The current primary standards for carbon dioxide and methane are a suite of cylinders of compressed air captured from Niwot Ridge in Colorado and held at the National Oceanic and Atmospheric Administration (NOAA).
They are used to create secondary standards, which are used to calibrate the instruments that measure greenhouse gasses around the world.
A new improved measurement technique – cavity ring-down spectroscopy (CRDS) – has resulted in a dramatic increase in the number of atmospheric measurements taken. As the requirement for data that is comparable to the WMO scale increases, there is a corresponding increase in the demand for comparable reference standards.
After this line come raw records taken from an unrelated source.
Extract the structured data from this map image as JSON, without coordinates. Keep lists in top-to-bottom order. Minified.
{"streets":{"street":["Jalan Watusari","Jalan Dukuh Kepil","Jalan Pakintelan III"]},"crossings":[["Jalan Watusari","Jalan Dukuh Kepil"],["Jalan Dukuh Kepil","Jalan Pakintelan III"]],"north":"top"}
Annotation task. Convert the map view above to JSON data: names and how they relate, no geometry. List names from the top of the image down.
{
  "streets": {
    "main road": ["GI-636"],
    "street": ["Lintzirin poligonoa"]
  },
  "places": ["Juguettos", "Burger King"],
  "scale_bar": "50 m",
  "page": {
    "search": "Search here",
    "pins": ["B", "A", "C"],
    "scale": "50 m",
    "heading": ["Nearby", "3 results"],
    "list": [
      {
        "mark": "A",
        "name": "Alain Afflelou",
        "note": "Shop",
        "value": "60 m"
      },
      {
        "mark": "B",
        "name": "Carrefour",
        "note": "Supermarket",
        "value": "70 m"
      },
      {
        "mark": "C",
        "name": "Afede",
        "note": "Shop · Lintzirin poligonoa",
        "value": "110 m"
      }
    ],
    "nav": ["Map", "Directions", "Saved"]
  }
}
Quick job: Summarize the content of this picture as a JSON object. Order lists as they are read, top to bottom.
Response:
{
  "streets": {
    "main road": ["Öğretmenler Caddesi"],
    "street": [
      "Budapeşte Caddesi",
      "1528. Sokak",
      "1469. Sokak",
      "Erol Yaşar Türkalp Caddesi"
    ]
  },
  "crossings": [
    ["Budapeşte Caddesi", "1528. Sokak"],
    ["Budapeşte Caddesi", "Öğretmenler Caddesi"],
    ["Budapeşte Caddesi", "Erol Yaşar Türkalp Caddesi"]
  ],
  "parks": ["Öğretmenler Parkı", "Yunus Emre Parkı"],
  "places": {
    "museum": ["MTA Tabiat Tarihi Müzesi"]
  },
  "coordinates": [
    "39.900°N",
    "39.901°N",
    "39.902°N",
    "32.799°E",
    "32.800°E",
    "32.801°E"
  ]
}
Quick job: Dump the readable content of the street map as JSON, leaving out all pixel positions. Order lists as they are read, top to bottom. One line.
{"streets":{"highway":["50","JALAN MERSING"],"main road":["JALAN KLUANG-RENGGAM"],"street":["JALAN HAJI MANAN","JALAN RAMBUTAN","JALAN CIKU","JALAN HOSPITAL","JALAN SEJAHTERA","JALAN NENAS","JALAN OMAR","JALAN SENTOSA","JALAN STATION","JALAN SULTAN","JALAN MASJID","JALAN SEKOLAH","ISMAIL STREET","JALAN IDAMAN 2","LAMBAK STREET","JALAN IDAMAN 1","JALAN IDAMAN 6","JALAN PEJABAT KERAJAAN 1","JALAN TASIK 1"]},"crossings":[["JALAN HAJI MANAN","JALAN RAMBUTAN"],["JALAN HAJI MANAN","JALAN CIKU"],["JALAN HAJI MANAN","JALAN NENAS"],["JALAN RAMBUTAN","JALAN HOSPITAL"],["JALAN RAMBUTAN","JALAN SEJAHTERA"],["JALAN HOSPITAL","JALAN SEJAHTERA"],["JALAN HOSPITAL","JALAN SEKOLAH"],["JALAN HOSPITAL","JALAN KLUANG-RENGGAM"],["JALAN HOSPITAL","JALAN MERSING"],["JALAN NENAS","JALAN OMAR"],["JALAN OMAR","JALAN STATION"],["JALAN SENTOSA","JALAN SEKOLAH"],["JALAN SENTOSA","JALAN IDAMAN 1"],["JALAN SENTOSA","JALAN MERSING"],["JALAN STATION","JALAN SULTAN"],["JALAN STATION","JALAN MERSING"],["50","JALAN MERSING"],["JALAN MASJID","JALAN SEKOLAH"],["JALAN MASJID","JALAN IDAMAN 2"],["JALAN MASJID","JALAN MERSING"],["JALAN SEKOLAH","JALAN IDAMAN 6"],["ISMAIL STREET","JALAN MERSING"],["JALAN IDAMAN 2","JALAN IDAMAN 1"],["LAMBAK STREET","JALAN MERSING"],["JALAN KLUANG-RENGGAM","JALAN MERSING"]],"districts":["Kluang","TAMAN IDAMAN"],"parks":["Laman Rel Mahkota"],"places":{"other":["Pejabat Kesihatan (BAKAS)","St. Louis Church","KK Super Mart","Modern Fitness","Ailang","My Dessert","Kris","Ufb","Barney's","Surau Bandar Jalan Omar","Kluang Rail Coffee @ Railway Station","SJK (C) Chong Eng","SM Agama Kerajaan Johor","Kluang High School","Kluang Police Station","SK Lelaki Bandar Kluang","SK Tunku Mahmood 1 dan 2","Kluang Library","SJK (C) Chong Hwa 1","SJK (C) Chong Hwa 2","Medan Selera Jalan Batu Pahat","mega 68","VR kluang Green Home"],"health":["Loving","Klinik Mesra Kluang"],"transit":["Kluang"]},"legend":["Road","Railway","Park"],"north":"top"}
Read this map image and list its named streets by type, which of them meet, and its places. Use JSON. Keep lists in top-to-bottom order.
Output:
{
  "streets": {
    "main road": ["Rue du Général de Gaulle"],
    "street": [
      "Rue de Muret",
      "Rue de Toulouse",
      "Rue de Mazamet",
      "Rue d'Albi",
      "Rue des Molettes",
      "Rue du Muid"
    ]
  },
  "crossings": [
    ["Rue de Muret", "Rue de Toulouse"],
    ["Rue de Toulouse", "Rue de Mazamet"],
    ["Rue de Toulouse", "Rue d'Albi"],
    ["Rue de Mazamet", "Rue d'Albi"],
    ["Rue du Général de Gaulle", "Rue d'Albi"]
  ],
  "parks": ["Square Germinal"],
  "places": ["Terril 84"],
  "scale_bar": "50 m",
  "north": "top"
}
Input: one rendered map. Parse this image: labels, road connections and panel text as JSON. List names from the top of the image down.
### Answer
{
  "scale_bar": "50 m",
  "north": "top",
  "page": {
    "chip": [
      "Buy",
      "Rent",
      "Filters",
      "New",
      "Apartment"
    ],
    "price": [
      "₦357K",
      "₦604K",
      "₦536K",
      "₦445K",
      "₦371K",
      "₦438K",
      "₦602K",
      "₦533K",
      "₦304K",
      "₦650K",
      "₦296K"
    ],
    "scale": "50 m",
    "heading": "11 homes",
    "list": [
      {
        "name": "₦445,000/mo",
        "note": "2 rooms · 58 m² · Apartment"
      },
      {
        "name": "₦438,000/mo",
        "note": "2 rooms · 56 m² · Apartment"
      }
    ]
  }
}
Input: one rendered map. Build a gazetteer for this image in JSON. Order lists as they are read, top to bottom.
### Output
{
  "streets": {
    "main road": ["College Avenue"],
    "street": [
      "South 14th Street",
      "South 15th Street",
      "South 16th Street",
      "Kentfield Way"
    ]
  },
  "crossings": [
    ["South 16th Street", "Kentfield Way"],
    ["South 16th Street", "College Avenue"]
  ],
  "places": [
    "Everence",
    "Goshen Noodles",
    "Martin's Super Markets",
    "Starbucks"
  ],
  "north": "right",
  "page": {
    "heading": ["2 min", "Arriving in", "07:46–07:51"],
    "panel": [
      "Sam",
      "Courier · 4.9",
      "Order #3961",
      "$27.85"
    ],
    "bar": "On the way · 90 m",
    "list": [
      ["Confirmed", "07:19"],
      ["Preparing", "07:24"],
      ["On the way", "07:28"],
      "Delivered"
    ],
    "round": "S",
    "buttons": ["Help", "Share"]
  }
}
Supplying the demand for reference standards comparable to the WMO scale is becoming an issue. An infrastructure to disseminate reference standards prepared gravimetrically – i.e. by weighing the gas in the cylinder – that are traceable to the International System of Units (SI) offers a means of broadening availability. These could overcome the cost and complexity of sampling air under global background conditions which can only be carried out at remote locations.
NPL has developed a solution, producing a synthetic standard which can be used to calibrate carbon dioxide and methane measuring instruments. Rather than sampling air directly, NPL created the sample in the laboratory by carefully blending a mix of gaseous components found in air.
However preparing reference standards synthetically presents a significant challenge. Industrially produced carbon dioxide has a different isotopic distribution to that of atmospheric air, which measurement instruments read differently.
Paul Brewer, Principal Research Scientist at NPL, said: “By using high accuracy gravimetry, we were able to prepare a gas mixture that accurately replicated the natural occurring isotopic carbon dioxide. The samples were tested using NPL’s world leading measurement equipment and expertise, which demonstrated that the synthetic standard was comparable with the NOAA standard and suitable for use with the international measurement scale for atmospheric monitoring.”
The research has demonstrated that air standards comparable to the WMO scale can be prepared synthetically with an isotopic distribution matching that in the atmosphere. The methods used can be replicated, leading to widespread availability of standards for globally monitoring these two high impact greenhouse gasses. For the international atmospheric monitoring community and for gas companies, this could solve the pressing supply issue.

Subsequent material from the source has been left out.